Selasa , 31 Mei 2016, 04:57 WIB

1 Juni, Ingatlah Sukarno, tapi Jangan Sepelekan Jasa Tokoh Islam

Red: Muhammad Subarkah
Rapat BPUPKI
Ki Bagus Hadikusumo

Benarkah Ki Bagus Ngotot Mendirikan Negara Beradasarkan Asas Islam?

Pada pidato tanggal 1 Juni, Sukarno memang menyebut nama Ki Bagus Hadikusumo (dalam ejaan lama ditulis dengan Ki Bagus Hadikoesoemo, 1890-1954) sebanyak dua kali. Pertama, ketika membahas soal dasar negara dan kedua ketika memberi ilustrasi soal pemilihan sistem pemerintahan yang memakai sistem presidensial, bukan sistem monarki atau kerajaan.

Lalu, mengapa nama Ki Bagus sempat disebut beberapa kali dalam pidato Sukarno itu? Jawabnya dengan mengutip  tulisan pengantar dari dua sejarawan yang menjadi tim penyunting untuk edisi keempat Risalah Sidang BPUPKI, Saafroedin Bahar dan Nannie Hudawati: memang ada kaitannya.

Analisis lain, itu karena Sukarno sangat hormat kepada Kasman selaku tokoh senior yang saat itu memimpin Persyarikatan Muhammadiyah. Ini dapat dimengerti karena Sukarno pernah menjadi konsul Muhammadiyah di Bengkulu. Dan dia pun menikahi Fatmawati yang juga merupakan putri tokoh penting Muhammadiyah di Sumatra. Khusus dengan Kasman, Sukarno pun enggan berdebat berkepanjangan dengannya.

''Sukarno cenderung menjaga perasaan Ki Bagus. Kalau ada soal, maka dia mencari Pak Kasman Singodimedjo untuk melobi dan meluluhkan hatinya,'' kata Lukman Hakiem, mantan staf pribadi mantan perdana menteri M Natsir.

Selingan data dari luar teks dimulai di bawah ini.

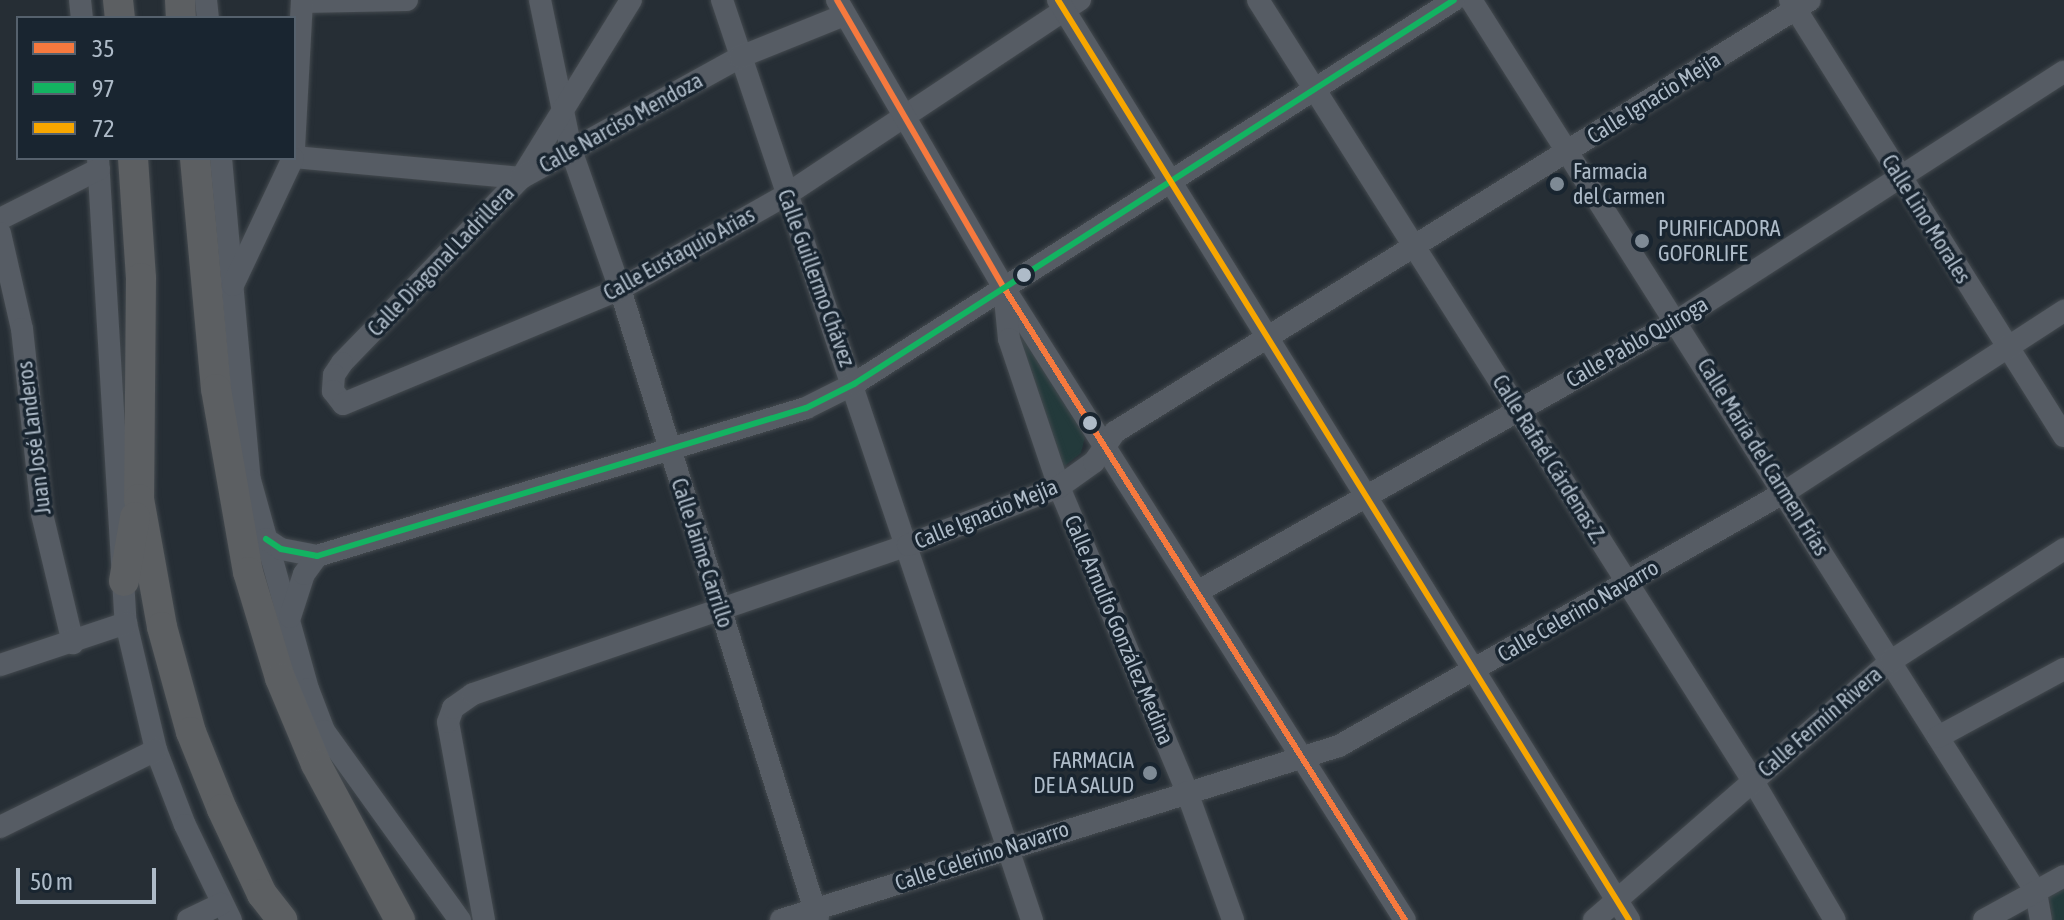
<!DOCTYPE html>
<meta charset="utf-8">
<style>
body{margin:0}
#map{position:relative;width:2064px;height:920px;overflow:hidden;background:#262e35;font-family:"Asap Condensed",sans-serif}
div>[style]{position:absolute}
.green>*{inset:0;background:#233a3b}
.roads{filter:drop-shadow(0 0 2px #444a4f) drop-shadow(0 0 2px #444a4f)}
.minor>*{height:22px;margin:-11px;padding:0 11px;transform-origin:11px;border-radius:11px;background:#565c64}
.highway>*{height:30px;margin:-15px;padding:0 15px;transform-origin:15px;border-radius:15px;background:#5c5f62}
.bus-1>*{height:6px;margin:-3px;padding:0 3px;transform-origin:3px;border-radius:3px;background:#f6793e}
.bus-2>*{height:6px;margin:-3px;padding:0 3px;transform-origin:3px;border-radius:3px;background:#13b361}
.bus-3>*{height:6px;margin:-3px;padding:0 3px;transform-origin:3px;border-radius:3px;background:#f7a600}
.dots>*{width:22px;height:22px;translate:-50% -50%;box-sizing:border-box;border:4px solid #192530;border-radius:50%}
span{translate:-50% -50%;white-space:nowrap;text-align:center;line-height:1.15;-webkit-text-stroke:7px #192530;paint-order:stroke}
.street-label{font-size:22px;color:#aebbc8}
.poi-label{font-size:22px;color:#aebbc8}
.left{translate:0 -50%;text-align:left}
.right{translate:-100% -50%;text-align:right}
.legend{position:absolute;left:16px;top:16px;width:280px;height:144px;box-sizing:border-box;background:#192530;border:2px solid #55616d;margin:0;padding:10px 14px;list-style:none;font-size:24px;color:#aebbc8}
.legend li{display:flex;align-items:center;gap:16px;height:40px}
.legend b{width:40px;border:2px solid #55616d}
.scale{position:absolute;left:16px;top:868px;width:140px;height:36px;box-sizing:border-box;border:4px solid #aebbc8;border-top:0;padding-left:10px;font-size:24px;line-height:28px;white-space:nowrap;color:#aebbc8;-webkit-text-stroke:6px #192530;paint-order:stroke}
</style>
<div id="map">
<div class="green">
<i style="clip-path:polygon(1023px 329px,1086px 433px,1081px 453px,1062px 468px,1018px 342px)"></i>
<i style="clip-path:polygon(2064px 887px,2064px 920px,2052px 920px,2049px 893px)"></i>
</div>
<div class="roads">
<div class="minor">
<i style="left:80px;top:0;width:18px;rotate:84deg"></i>
<i style="left:206px;top:0;width:18px;rotate:84deg"></i>
<i style="left:540px;top:0;width:153px;rotate:78.3deg"></i>
<i style="left:571px;top:150px;width:147px;rotate:70.6deg"></i>
<i style="left:620px;top:289px;width:661px;rotate:72.58deg"></i>
<i style="left:631px;top:0;width:209px;rotate:121.7deg"></i>
<i style="left:521px;top:178px;width:257px;rotate:134.1deg"></i>
<i style="left:342px;top:363px;width:14px;rotate:124deg"></i>
<i style="left:334px;top:375px;width:16px;rotate:94deg"></i>
<i style="left:333px;top:391px;width:16px;rotate:52deg"></i>
<i style="left:343px;top:404px;width:300px;rotate:-22.5deg"></i>
<i style="left:620px;top:289px;width:191px;rotate:-29.5deg"></i>
<i style="left:786px;top:195px;width:353px;rotate:-33.6deg"></i>
<i style="left:722px;top:0;width:971px;rotate:71.38deg"></i>
<i style="left:837px;top:0;width:333px;rotate:59.9deg"></i>
<i style="left:1004px;top:288px;width:748px;rotate:57.61deg"></i>
<i style="left:1058px;top:0;width:1083px;rotate:58.17deg"></i>
<i style="left:1258px;top:0;width:925px;rotate:57.63deg"></i>
<i style="left:1753px;top:781px;width:161px;rotate:59.5deg"></i>
<i style="left:1471px;top:0;width:1056px;rotate:57.65deg"></i>
<i style="left:2036px;top:892px;width:28px;rotate:80deg"></i>
<i style="left:1790px;top:0;width:515px;rotate:57.85deg"></i>
<i style="left:302px;top:2px;width:105px;rotate:-1.1deg"></i>
<i style="left:294px;top:148px;width:148px;rotate:-86.9deg"></i>
<i style="left:294px;top:157px;width:228px;rotate:5.3deg"></i>
<i style="left:521px;top:178px;width:250px;rotate:-28.9deg"></i>
<i style="left:740px;top:57px;width:110px;rotate:-21.9deg"></i>
<i style="left:98px;top:158px;width:466px;rotate:86.6deg"></i>
<i style="left:126px;top:623px;width:130px;rotate:76.7deg"></i>
<i style="left:156px;top:750px;width:80px;rotate:68.9deg"></i>
<i style="left:185px;top:825px;width:106px;rotate:64.2deg"></i>
<i style="left:221px;top:158px;width:323px;rotate:84.9deg"></i>
<i style="left:250px;top:480px;width:217px;rotate:74.5deg"></i>
<i style="left:308px;top:689px;width:45px;rotate:69.1deg"></i>
<i style="left:324px;top:731px;width:233px;rotate:54.3deg"></i>
<i style="left:0;top:219px;width:111px;rotate:-26.8deg"></i>
<i style="left:0;top:233px;width:98px;rotate:77.1deg"></i>
<i style="left:22px;top:329px;width:186px;rotate:83.8deg"></i>
<i style="left:42px;top:514px;width:133px;rotate:76.5deg"></i>
<i style="left:233px;top:285px;width:140px;rotate:-64.7deg"></i>
<i style="left:1004px;top:289px;width:50px;rotate:84.3deg"></i>
<i style="left:1009px;top:339px;width:156px;rotate:71.3deg"></i>
<i style="left:1059px;top:487px;width:331px;rotate:67.2deg"></i>
<i style="left:1187px;top:792px;width:136px;rotate:70.2deg"></i>
<i style="left:266px;top:539px;width:18px;rotate:34deg"></i>
<i style="left:281px;top:549px;width:37px;rotate:11deg"></i>
<i style="left:317px;top:556px;width:511px;rotate:-16.84deg"></i>
<i style="left:806px;top:408px;width:54px;rotate:-26.6deg"></i>
<i style="left:854px;top:384px;width:712px;rotate:-32.62deg"></i>
<i style="left:1197px;top:592px;width:551px;rotate:-29.45deg"></i>
<i style="left:1677px;top:321px;width:460px;rotate:-32.8deg"></i>
<i style="left:290px;top:617px;width:45px;rotate:-72deg"></i>
<i style="left:304px;top:574px;width:22px;rotate:-54deg"></i>
<i style="left:0;top:665px;width:133px;rotate:-18.4deg"></i>
<i style="left:1938px;top:737px;width:143px;rotate:-28.4deg"></i>
<i style="left:0;top:827px;width:174px;rotate:-26.3deg"></i>
<i style="left:188px;top:920px;width:37px;rotate:-26deg"></i>
<i style="left:484px;top:920px;width:201px;rotate:-100.3deg"></i>
<i style="left:448px;top:722px;width:15px;rotate:-70deg"></i>
<i style="left:453px;top:708px;width:24px;rotate:-35deg"></i>
<i style="left:473px;top:694px;width:460px;rotate:-18.9deg"></i>
<i style="left:908px;top:545px;width:162px;rotate:-21deg"></i>
<i style="left:1059px;top:487px;width:43px;rotate:-35.5deg"></i>
<i style="left:1094px;top:462px;width:37px;rotate:-55deg"></i>
<i style="left:1115px;top:432px;width:818px;rotate:-31.86deg"></i>
<i style="left:781px;top:920px;width:584px;rotate:-17.32deg"></i>
<i style="left:1339px;top:746px;width:513px;rotate:-29.66deg"></i>
<i style="left:1785px;top:492px;width:333px;rotate:-33deg"></i>
<i style="left:1594px;top:920px;width:394px;rotate:-41.1deg"></i>
<i style="left:1891px;top:661px;width:206px;rotate:-32.9deg"></i>
<i style="left:1984px;top:920px;width:91px;rotate:-28.8deg"></i>
</div>
<div class="highway">
<i style="left:118px;top:0;width:18px;rotate:84deg"></i>
<i style="left:180px;top:0;width:18px;rotate:87deg"></i>
<i style="left:133px;top:158px;width:120px;rotate:86.2deg"></i>
<i style="left:141px;top:278px;width:221px;rotate:90.5deg"></i>
<i style="left:139px;top:499px;width:130px;rotate:79.8deg"></i>
<i style="left:162px;top:627px;width:109px;rotate:74.6deg"></i>
<i style="left:191px;top:732px;width:83px;rotate:68.1deg"></i>
<i style="left:222px;top:809px;width:94px;rotate:64.8deg"></i>
<i style="left:262px;top:894px;width:33px;rotate:52deg"></i>
<i style="left:195px;top:158px;width:232px;rotate:84.8deg"></i>
<i style="left:216px;top:389px;width:186px;rotate:80.1deg"></i>
<i style="left:248px;top:572px;width:111px;rotate:73.2deg"></i>
<i style="left:280px;top:678px;width:93px;rotate:67.3deg"></i>
<i style="left:316px;top:764px;width:177px;rotate:61.7deg"></i>
<i style="left:124px;top:581px;width:65px;rotate:-80.2deg"></i>
</div>
</div>
<div class="bus-1">
<i style="left:837px;top:0;width:333px;rotate:59.9deg"></i>
<i style="left:1004px;top:288px;width:748px;rotate:57.61deg"></i>
</div>
<div class="bus-2">
<i style="left:266px;top:539px;width:18px;rotate:34deg"></i>
<i style="left:281px;top:549px;width:37px;rotate:11deg"></i>
<i style="left:317px;top:556px;width:511px;rotate:-16.84deg"></i>
<i style="left:806px;top:408px;width:54px;rotate:-26.6deg"></i>
<i style="left:854px;top:384px;width:712px;rotate:-32.62deg"></i>
</div>
<div class="bus-3">
<i style="left:1058px;top:0;width:1083px;rotate:58.17deg"></i>
</div>
<div class="dots">
<i style="left:1557px;top:184px;background:#7e8a95"></i>
<i style="left:1642px;top:241px;background:#7e8a95"></i>
<i style="left:1024px;top:275px;background:#aebbc8"></i>
<i style="left:1090px;top:423px;background:#aebbc8"></i>
<i style="left:1150px;top:773px;background:#7e8a95"></i>
</div>
<div class="street-label">
<span style="left:1654px;top:98px;rotate:-32deg">Calle Ignacio Mejía</span>
<span style="left:621px;top:123px;rotate:-29deg">Calle Narciso Mendoza</span>
<span style="left:1926px;top:219px;rotate:58deg">Calle Lino Morales</span>
<span style="left:679px;top:254px;rotate:-29deg">Calle Eustaquio Arias</span>
<span style="left:441px;top:261px;rotate:-46deg">Calle Diagonal Ladrillera</span>
<span style="left:816px;top:278px;rotate:70deg">Calle Guillermo Chávez</span>
<span style="left:1637px;top:342px;rotate:-30deg">Calle Pablo Quiroga</span>
<span style="left:34px;top:438px;rotate:-97deg">Juan José Landeros</span>
<span style="left:1763px;top:457px;rotate:58deg">Calle María del Carmen Frías</span>
<span style="left:1549px;top:459px;rotate:58deg">Calle Rafaél Cárdenas Z.</span>
<span style="left:986px;top:514px;rotate:-22deg">Calle Ignacio Mejía</span>
<span style="left:702px;top:553px;rotate:72deg">Calle Jaime Carrillo</span>
<span style="left:1578px;top:611px;rotate:-30deg">Calle Celerino Navarro</span>
<span style="left:1119px;top:630px;rotate:67deg">Calle Arnulfo González Medina</span>
<span style="left:1820px;top:722px;rotate:-41deg">Calle Fermín Rivera</span>
<span style="left:982px;top:856px;rotate:-18deg">Calle Celerino Navarro</span>
</div>
<div class="poi-label">
<span class="left" style="left:1573px;top:184px">Farmacia<br>del Carmen</span>
<span class="left" style="left:1658px;top:241px">PURIFICADORA<br>GOFORLIFE</span>
<span class="right" style="left:1134px;top:773px">FARMACIA<br>DE LA SALUD</span>
</div>
<ul class="legend">
<li><b style="height:10px;background:#f6793e"></b>35</li>
<li><b style="height:10px;background:#13b361"></b>97</li>
<li><b style="height:10px;background:#f7a600"></b>72</li>
</ul>
<div class="scale">50 m</div>
</div>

Sedangkan, khusus untuk buku Risalah Sidang BPUPKI edisi keempat (terbitan Sekneg RI tahun 1998) itu, memang ada materi penting di dalamnya. Menurut Saafroedin Bahar dan Nannie Hudawati, hal itu adalah adanya reproduksi pidato Ki Bagus Hadikusumo tanggal 31 Mei 1945 yang memuat usul beliau mengenai dasar negara. Naskah reproduksi ini diantarkan sendiri ke sekretaris negara oleh putra beliau, Kolonel Laut (P) Basmal Hadikusumo.

Dalam kata pengantar itu, tim penyunting menyatakan telah menelaah secara sungguh-sungguh materi pidato Ki Bagus Hadikusumo tersebut, khususnya dalam kaitan dengan keseluruhan pembahasan dasar negara dalam BPUPKI. Yang menjadi perhatian penyunting adalah dinamika perkembangan pembahasannya, yang meliputi pandangan awal, tanggapan para anggota BPUPKI lainnya, dan tanggapan balik dari yang bersangkutan sendiri. Sudah lama para penyunting (di situ disebut dengan kata kami--Red) berpendapat bahwa adalah tidak tepat untuk membaca pendapat para anggota BPUPKI sepotong-sepotong. Dalam bermusyawarah, sudah barang tentu ada proses memberi dan menerima sebelum mufakat dapat dicapai.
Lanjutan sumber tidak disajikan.